Sunny times for University of Ulster
16 February 2009
The University of Ulster in Northern Ireland has advanced the study of photovoltaic systems with a solar simulator facility. The University’s Centre of Sustainable Technologies (CST) is using a half-tonne lamp array to evaluate the performance of photovoltaic panels, solar water heaters, evacuated glazing and similar products.
University of Ulster boasts new solar simulator facility
Standard components from the Rexroth mechanical elements and linear motion range are used to control the lamp array which is hoped to assist with the design of new products. The use of natural sunlight for testing is simply too unreliable, especially in the British Isles where sunshine is all too often in short supply.
In response to the need for dependable and controllable testing, the solar simulator was designed and developed by Dr Mervyn Smyth, Dr Jayanta Mondol and Dr Aggelos Zacharapoulos. In the core of the simulator is an array of high power metal-halide bulbs arranged to produce light of similar intensity and spectrum to the sun.
Because of the high light output it must provide, the lamp array is large and heavy – it measures 3.5 by 2.1 metres, and weighs nearly 500kg without cables. The cables needed to supply power to the bulbs add a further 100kg.
The University of Ulster team commissioned a German supplier to manufacture the simulator itself, but this supplier was unable to offer a mounting frame that would meet its requirements.
The support needed to be stable and mobile so that the simulator could easily be positioned wherever it was needed in the laboratory. Furthermore the simulator needed to tilt so that it can mimic the effects of sunlight reaching the test object at different angles. The simulator also has to be raised to a height of at least six metres, to allow the testing of systems mounted at higher elevations, such as evacuated glazing elements.
In its search for a supplier of a suitable frame, the University invited three companies to submit tenders. One proposal was for a welded frame fabricated from stainless steel, and another suggested the use of a heavily modified hydraulic hoist of the type used in garages to raise cars for servicing.

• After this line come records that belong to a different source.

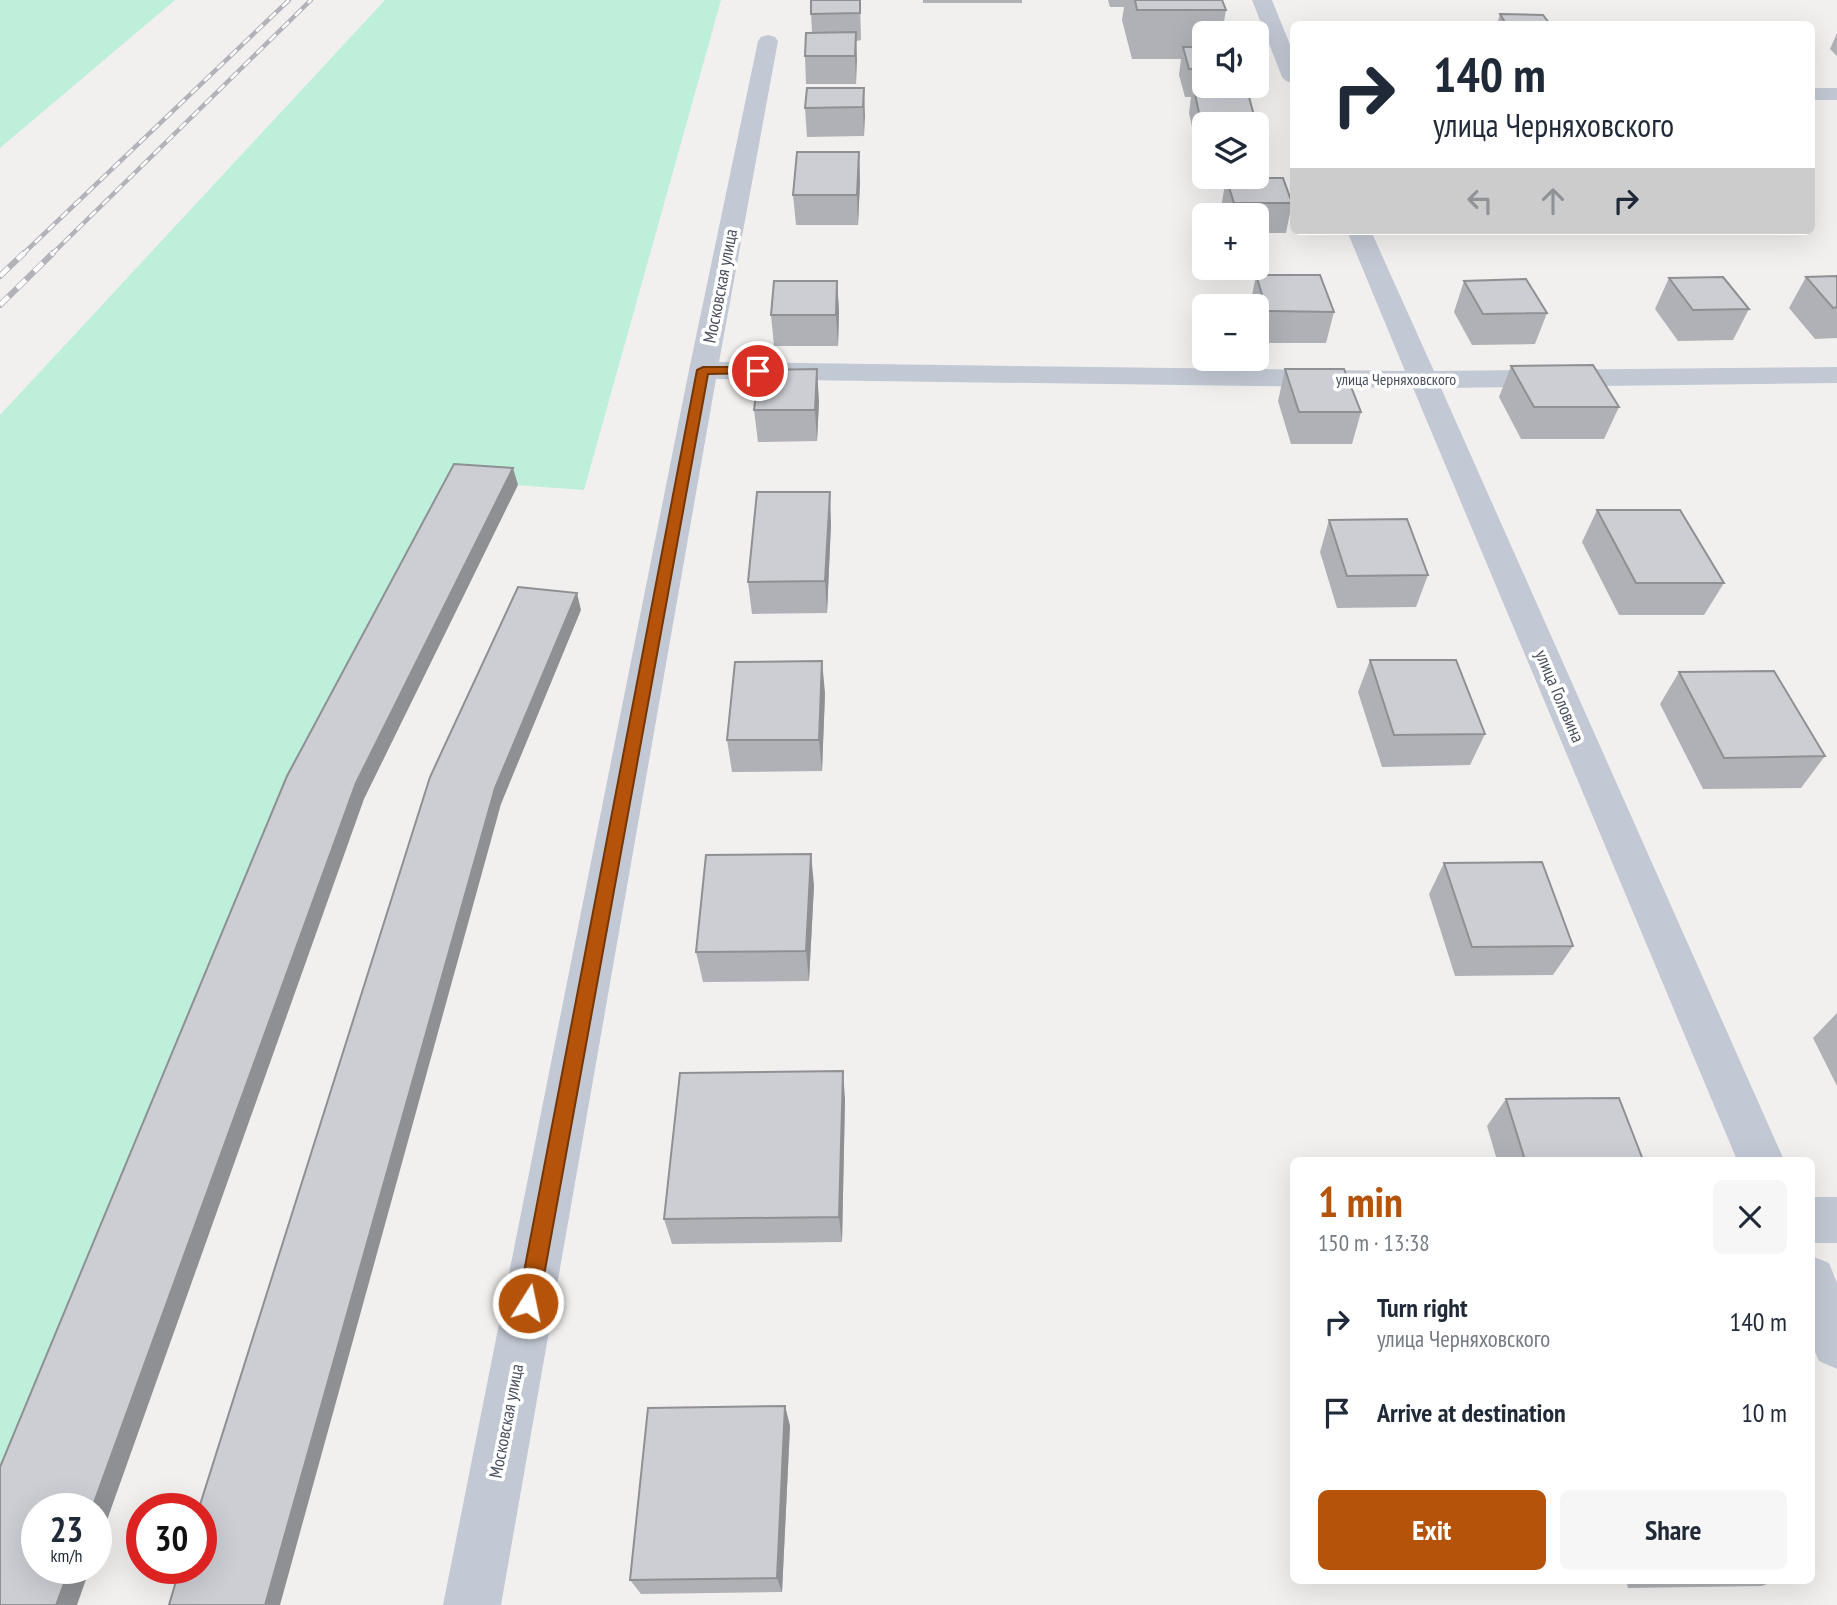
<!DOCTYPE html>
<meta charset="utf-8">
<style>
:root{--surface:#fff;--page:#f6f6f7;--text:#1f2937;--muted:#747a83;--accent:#b45309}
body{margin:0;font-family:"PT Sans Narrow",sans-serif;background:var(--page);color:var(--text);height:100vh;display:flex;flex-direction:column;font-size:26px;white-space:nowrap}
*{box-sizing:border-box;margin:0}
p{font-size:23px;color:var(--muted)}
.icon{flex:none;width:38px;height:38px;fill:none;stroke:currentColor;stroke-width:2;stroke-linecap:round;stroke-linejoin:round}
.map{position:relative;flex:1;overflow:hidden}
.side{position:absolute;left:1290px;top:1157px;width:525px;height:427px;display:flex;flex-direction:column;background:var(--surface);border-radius:10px;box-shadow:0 7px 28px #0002}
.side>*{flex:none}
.top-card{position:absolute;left:1290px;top:21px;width:525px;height:214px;border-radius:10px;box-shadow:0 7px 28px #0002;background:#fff;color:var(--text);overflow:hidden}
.buttons{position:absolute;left:1192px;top:21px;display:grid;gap:14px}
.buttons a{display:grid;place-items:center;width:77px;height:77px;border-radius:10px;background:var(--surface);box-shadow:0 7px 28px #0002;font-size:35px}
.speed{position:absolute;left:21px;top:1493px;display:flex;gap:14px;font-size:35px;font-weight:700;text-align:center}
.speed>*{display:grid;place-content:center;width:91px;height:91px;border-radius:50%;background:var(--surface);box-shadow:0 7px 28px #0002;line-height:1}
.speed small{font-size:18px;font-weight:400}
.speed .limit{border:10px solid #d22;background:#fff;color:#111}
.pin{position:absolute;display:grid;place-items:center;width:60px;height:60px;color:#fff;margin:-30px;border:4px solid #fff;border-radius:50%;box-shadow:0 2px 7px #0007}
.me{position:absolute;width:77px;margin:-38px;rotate:10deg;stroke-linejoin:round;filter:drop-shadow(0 0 5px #0008)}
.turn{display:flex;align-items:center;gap:24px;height:147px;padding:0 28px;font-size:32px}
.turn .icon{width:91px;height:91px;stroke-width:2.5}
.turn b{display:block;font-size:49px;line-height:60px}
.lanes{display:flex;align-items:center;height:66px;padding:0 28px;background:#0003;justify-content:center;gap:35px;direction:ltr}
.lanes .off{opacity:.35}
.round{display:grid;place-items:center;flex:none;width:74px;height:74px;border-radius:10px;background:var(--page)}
.headline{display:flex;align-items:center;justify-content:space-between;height:119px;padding:0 28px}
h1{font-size:42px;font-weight:800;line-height:52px;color:var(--accent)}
.action{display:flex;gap:14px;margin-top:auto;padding:14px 28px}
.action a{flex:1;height:80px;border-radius:10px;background:var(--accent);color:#fff;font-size:28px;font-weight:800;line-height:80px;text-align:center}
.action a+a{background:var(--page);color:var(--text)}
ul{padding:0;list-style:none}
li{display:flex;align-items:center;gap:21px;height:91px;padding:0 28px}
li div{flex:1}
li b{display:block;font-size:26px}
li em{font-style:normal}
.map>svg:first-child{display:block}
.green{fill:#beefda}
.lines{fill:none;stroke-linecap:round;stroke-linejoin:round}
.street{fill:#c3c9d4;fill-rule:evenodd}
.rail-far1-casing{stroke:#b2b3ba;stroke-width:4.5}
.rail-casing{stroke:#b2b3ba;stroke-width:6}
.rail-far1{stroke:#fff;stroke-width:2.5;stroke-dasharray:9;stroke-linecap:butt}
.rail{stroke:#fff;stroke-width:4.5;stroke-dasharray:12;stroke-linecap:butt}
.wall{fill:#afb1b6}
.shaded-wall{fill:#8f9094}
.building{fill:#ccced4;stroke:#8f9094;stroke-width:2}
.route{fill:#b45309;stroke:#753606;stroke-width:2}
.labels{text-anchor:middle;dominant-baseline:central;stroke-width:7;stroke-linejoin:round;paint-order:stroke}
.far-street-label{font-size:16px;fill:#484f5d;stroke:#fff}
.street-label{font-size:18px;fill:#484f5d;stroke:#fff}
</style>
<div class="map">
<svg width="1837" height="1605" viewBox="0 0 1837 1605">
<rect width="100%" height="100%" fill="#f2f0ef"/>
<!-- green -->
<g class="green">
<polygon points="0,0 175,0 0,148"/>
<polygon points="385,0 721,0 584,490 459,481 0,1521 0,415"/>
</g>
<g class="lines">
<!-- street -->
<g class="street">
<polygon points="1252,0 1272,0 1293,52 1293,83 1286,81 1282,77"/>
<polygon points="768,35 775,37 778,41 719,362 1405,371 1347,231 1371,231 1434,371 1837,367 1837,383 1441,388 1784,1160 1737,1160 1413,388 716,379 501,1605 443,1605 689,370 758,41 761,37"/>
<rect x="1811" y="88" width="26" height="12"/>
<rect x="1811" y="1197" width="26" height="46"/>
<polygon points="1811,1256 1829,1263 1837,1283 1837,1369 1819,1361 1811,1343"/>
</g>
<defs>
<g id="rail-far1">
<polyline points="22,255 289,0"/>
<polyline points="51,255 311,0"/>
</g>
<g id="rail">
<polyline points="0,276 24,253"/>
<polyline points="0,305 53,253"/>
</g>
</defs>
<!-- rail-far1 casing -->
<use href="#rail-far1" class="rail-far1-casing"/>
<!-- rail casing -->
<use href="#rail" class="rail-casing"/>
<!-- rail-far1 -->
<use href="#rail-far1" class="rail-far1"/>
<!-- rail -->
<use href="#rail" class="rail"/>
</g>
<!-- wall -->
<g class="wall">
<polygon points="860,0 861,40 856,41 856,84 806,84 805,56 812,32 811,14"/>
<rect x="923" y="0" width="99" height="3"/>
<polygon points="1108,0 1222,0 1226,10 1222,33 1204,33 1204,86 1256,123 1256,124 1204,124 1204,151 1197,151 1189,113 1191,97 1185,97 1179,75 1181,59 1132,59 1122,20 1124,7 1110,7"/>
<polygon points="1500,14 1550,24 1497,24"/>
<polygon points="1837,33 1837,56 1830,49"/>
<polygon points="864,88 864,136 807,137 805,108"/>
<polygon points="859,152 860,182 858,225 796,225 793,195"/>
<polygon points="1226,178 1292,203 1286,233 1256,233 1256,215 1223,215 1221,208"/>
<polygon points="1256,275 1334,312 1326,343 1261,343 1256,328 1256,306 1250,306"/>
<polygon points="1837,276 1837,338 1815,339 1789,308 1806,277"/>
<polygon points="1669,278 1749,309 1733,340 1678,341 1655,309"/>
<polygon points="837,281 839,312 838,346 774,346 771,315"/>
<polygon points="1464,281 1547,313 1535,344 1472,345 1454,312"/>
<polygon points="1511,366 1619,407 1604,439 1521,439 1499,397"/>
<polygon points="1285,369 1361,412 1352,444 1291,444 1278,401"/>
<polygon points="819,401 817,441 758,442 754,410"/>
<polygon points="1597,510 1724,583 1704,615 1619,615 1582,542"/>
<polygon points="1329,520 1428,575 1416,607 1337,608 1320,552"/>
<polygon points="831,524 827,613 752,614 748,582"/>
<polygon points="1370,660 1485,734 1470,765 1382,767 1358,692"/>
<polygon points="1679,672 1825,756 1801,788 1703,789 1660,704"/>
<polygon points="825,693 822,771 732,772 727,740"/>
<polygon points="1444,863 1573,946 1553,975 1455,976 1429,894"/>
<polygon points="814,885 809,981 703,982 696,952"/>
<polygon points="1837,1013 1837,1086 1813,1038"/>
<polygon points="845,1099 842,1242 672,1244 664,1219"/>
<polygon points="1506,1099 1643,1160 1497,1160 1487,1126"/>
<polygon points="785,1406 790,1426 782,1592 641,1594 630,1580"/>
<polygon points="1626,1580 1777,1580 1762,1586 1628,1588"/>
</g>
<!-- shaded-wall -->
<g class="shaded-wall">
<polygon points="856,32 857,60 856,84 855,56"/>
<polygon points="864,88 865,116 864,136 863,107"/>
<polygon points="859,152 860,182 858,225 857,195"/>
<polygon points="837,281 839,312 838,346 836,315"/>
<polygon points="817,369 819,401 817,441 815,410"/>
<polygon points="513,468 518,485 364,799 96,1551 96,1508 92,1508 356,783"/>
<polygon points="830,492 831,524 827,613 825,581"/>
<polygon points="577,593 581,610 501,804 280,1605 265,1605 495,788"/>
<polygon points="822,661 825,693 822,771 819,740"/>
<polygon points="811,854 814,885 809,981 806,951"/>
<polygon points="843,1071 845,1099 842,1242 839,1217"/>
<polygon points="785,1406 790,1426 782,1592 777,1578"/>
<polygon points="70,1568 90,1568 77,1605 56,1605"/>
</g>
<!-- building -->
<g class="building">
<polygon points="811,0 860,0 860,13 811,14"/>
<polygon points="1135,0 1222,0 1226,10 1137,10"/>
<polygon points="1500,14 1543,15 1550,24 1506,24"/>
<polygon points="1596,22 1646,22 1649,24 1598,24"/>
<polygon points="856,32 855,56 805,56 806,33"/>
<polygon points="1183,47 1204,47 1204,69 1189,69"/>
<polygon points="1193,85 1204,85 1204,86 1246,86 1256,123 1201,122"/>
<polygon points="807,88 864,88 863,107 805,108"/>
<polygon points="797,152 859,152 857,195 793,195"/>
<polygon points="1226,178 1283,178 1292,203 1234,203"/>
<polygon points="1256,275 1320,275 1334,312 1267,311"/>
<polygon points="1837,276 1837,307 1833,308 1806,277"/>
<polygon points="1723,277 1749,309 1693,310 1669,278"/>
<polygon points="1526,279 1547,313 1483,314 1464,281"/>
<polygon points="774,281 837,281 836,315 771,315"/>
<polygon points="1593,365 1619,407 1534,407 1511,366"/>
<polygon points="817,369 815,410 754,410 759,370"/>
<polygon points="1285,369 1344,369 1361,412 1299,412"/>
<polygon points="454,464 513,468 356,783 92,1508 37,1508 37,1568 70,1568 56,1605 0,1605 0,1467 287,776"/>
<polygon points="757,492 830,492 825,581 748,582"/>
<polygon points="1597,510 1680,510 1724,583 1636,583"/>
<polygon points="1407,519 1428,575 1347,576 1329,520"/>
<polygon points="518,587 577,593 495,788 265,1605 169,1605 180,1568 201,1568 201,1508 199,1508 430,777"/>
<polygon points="1370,660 1456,660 1485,734 1394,735"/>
<polygon points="822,661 819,740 727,740 735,662"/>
<polygon points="1774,671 1825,756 1724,758 1679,672"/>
<polygon points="811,854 806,951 696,952 706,855"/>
<polygon points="1542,862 1573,946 1472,947 1444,863"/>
<polygon points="843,1071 839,1217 664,1219 680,1073"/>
<polygon points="1619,1098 1643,1160 1525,1160 1506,1099"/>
<polygon points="785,1406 777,1578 630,1580 648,1408"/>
</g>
<!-- route -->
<polygon class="route" points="758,367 764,371 763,373 708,374 539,1303 536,1311 528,1314 521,1311 518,1303 697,370 703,367"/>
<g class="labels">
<!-- far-street labels -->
<g class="far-street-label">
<text x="1396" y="379">улица Черняховского</text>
</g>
<!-- street labels -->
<g class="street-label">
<text transform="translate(720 286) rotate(-79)">Московская улица</text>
<text transform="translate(1560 696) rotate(67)">улица Головина</text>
<text transform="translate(506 1421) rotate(-79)">Московская улица</text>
</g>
</g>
</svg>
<div class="buttons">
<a><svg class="icon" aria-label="sound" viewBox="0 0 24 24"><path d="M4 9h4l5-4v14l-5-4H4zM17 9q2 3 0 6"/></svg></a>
<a><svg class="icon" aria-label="layers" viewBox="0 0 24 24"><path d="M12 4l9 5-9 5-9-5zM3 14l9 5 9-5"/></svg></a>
<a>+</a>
<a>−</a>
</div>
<div class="speed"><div>23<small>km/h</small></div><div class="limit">30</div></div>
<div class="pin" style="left:758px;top:371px;background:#d93025"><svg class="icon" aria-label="arrive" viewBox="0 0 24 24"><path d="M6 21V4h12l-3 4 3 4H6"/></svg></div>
<svg class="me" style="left:528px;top:1303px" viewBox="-20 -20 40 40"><circle r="17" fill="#b45309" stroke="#fff" stroke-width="3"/><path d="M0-11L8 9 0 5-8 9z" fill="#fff"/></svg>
<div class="top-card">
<div class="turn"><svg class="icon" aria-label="right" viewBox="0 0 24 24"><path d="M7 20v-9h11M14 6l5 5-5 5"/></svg><div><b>140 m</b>улица Черняховского</div></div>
<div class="lanes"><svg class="icon off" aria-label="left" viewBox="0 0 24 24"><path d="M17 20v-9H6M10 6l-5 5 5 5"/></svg><svg class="icon off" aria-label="ahead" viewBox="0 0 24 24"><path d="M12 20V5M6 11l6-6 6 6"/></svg><svg class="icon" aria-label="right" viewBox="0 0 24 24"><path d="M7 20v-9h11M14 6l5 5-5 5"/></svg></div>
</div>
<section class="side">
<div class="headline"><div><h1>1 min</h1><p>150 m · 13:38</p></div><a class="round"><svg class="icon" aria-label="close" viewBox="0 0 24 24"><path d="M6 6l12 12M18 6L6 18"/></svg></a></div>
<ul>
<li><svg class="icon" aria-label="right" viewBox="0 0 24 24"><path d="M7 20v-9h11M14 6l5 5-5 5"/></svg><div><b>Turn right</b><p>улица Черняховского</p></div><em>140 m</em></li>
<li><svg class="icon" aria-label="arrive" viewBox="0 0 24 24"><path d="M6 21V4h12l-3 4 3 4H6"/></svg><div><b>Arrive at destination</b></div><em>10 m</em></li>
</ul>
<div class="action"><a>Exit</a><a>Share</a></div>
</section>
</div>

The proposal that most appealed to the University of Ulster team was, however, submitted by Automation Manufacturing Systems (AMS), a Bosch Rexroth sales partner and a specialist in the development of novel solutions for manufacturing and related applications.
AMS built a robust frame from standard aluminium extrusions, coupling products and accessories in the Rexroth mechanical elements range.
The frame is mounted on castors to allow it to be moved around easily, and the necessary vertical motion for the solar simulator itself is provided by two MKK ball-screw linear motion modules, one on each side of the frame. A small motor is fitted to drive the linear motion modules. Provision is made to tilt the simulator by means of a simple hand-wheel assembly.
Dr Zacharapoulos said the chosen proposal was chosen because of the ‘modularity and flexibility’ the system offered.
“It’s very easy to make modifications, and there is no mess or inconvenience involved. That certainly wouldn’t have been true for a fabricated steel frame, where any but the most trivial modification would have involved welding.”
Ulster University said it also liked the aesthetics of the AMS solution.
‘The solar simulator is the showpiece of our laboratory, so it was important that it should have attractive professional appearance,’ Dr Zacharapoulos said. ‘That’s even truer in the light of our ambition to attract testing and development work from high-profile companies.’
‘With the simulator we can, for example, perform a full experimental characterisation of solar thermal and solar PV products on behalf of manufacturers. Well presented test facilities are an obvious asset when seeking work of this type.’
AMS, the designers and builders of the frame, report that it presented some interesting challenges. In particular, the weight of the simulator and the height to which it had to be possible to raise it meant that a particularly strong and rigid framework was needed. With the light but strong extrusions from Rexroth, however, this requirement was easily met.
During manufacture, the flexibility of the extrusion system proved its worth. After the frame had been built to the original design, it became apparent that an extra safety rail needed to be added at the rear. The work involved in providing this, which would have taken hours with a fabricated frame, was completed in just 20 minutes.
Daivid Murray of AMS described the Rexroth extrusion as ‘very easy to work with’.
Dr Zacharapoulos and his team have placed an order with the company for a second similar frame. Built from Rexroth products also, this frame will support a 2 by 3 metres, 190kg, glass pane used to filter UV and infrared radiation out of the light produced by the solar simulator.